The required output is every entry, printed exactly as written.

Provided records
+ + +

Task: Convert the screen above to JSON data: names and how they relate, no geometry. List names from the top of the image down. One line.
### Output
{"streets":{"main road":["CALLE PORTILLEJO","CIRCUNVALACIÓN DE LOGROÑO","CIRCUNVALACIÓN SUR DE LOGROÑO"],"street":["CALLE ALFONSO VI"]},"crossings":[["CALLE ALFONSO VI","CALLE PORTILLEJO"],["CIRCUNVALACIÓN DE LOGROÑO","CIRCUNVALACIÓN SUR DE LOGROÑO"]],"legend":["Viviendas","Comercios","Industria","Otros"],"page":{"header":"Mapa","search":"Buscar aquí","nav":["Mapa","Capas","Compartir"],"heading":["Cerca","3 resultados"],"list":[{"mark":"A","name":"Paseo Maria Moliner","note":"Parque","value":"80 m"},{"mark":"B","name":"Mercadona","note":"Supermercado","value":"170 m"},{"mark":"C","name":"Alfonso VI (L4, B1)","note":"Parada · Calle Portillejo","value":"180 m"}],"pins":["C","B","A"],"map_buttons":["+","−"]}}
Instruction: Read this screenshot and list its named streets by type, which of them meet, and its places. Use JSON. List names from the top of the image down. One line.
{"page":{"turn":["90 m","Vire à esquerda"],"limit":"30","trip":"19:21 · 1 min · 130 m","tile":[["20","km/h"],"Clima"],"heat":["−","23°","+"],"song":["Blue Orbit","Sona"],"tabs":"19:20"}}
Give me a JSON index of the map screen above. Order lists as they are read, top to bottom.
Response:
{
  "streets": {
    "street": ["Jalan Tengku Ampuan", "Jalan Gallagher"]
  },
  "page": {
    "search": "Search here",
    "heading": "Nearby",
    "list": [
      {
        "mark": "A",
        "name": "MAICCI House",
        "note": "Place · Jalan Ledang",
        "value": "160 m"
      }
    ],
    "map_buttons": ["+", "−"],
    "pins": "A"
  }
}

+ + +

Solution to this problem
Task: Convert the screen above to JSON data: names and how they relate, no geometry. List names from the top of the image down. One line.
### Output
{"streets":{"main road":["CALLE PORTILLEJO","CIRCUNVALACIÓN DE LOGROÑO","CIRCUNVALACIÓN SUR DE LOGROÑO"],"street":["CALLE ALFONSO VI"]},"crossings":[["CALLE ALFONSO VI","CALLE PORTILLEJO"],["CIRCUNVALACIÓN DE LOGROÑO","CIRCUNVALACIÓN SUR DE LOGROÑO"]],"legend":["Viviendas","Comercios","Industria","Otros"],"page":{"header":"Mapa","search":"Buscar aquí","nav":["Mapa","Capas","Compartir"],"heading":["Cerca","3 resultados"],"list":[{"mark":"A","name":"Paseo Maria Moliner","note":"Parque","value":"80 m"},{"mark":"B","name":"Mercadona","note":"Supermercado","value":"170 m"},{"mark":"C","name":"Alfonso VI (L4, B1)","note":"Parada · Calle Portillejo","value":"180 m"}],"pins":["C","B","A"],"map_buttons":["+","−"]}}
Instruction: Read this screenshot and list its named streets by type, which of them meet, and its places. Use JSON. List names from the top of the image down. One line.
{"page":{"turn":["90 m","Vire à esquerda"],"limit":"30","trip":"19:21 · 1 min · 130 m","tile":[["20","km/h"],"Clima"],"heat":["−","23°","+"],"song":["Blue Orbit","Sona"],"tabs":"19:20"}}
Give me a JSON index of the map screen above. Order lists as they are read, top to bottom.
Response:
{
  "streets": {
    "street": ["Jalan Tengku Ampuan", "Jalan Gallagher"]
  },
  "page": {
    "search": "Search here",
    "heading": "Nearby",
    "list": [
      {
        "mark": "A",
        "name": "MAICCI House",
        "note": "Place · Jalan Ledang",
        "value": "160 m"
      }
    ],
    "map_buttons": ["+", "−"],
    "pins": "A"
  }
}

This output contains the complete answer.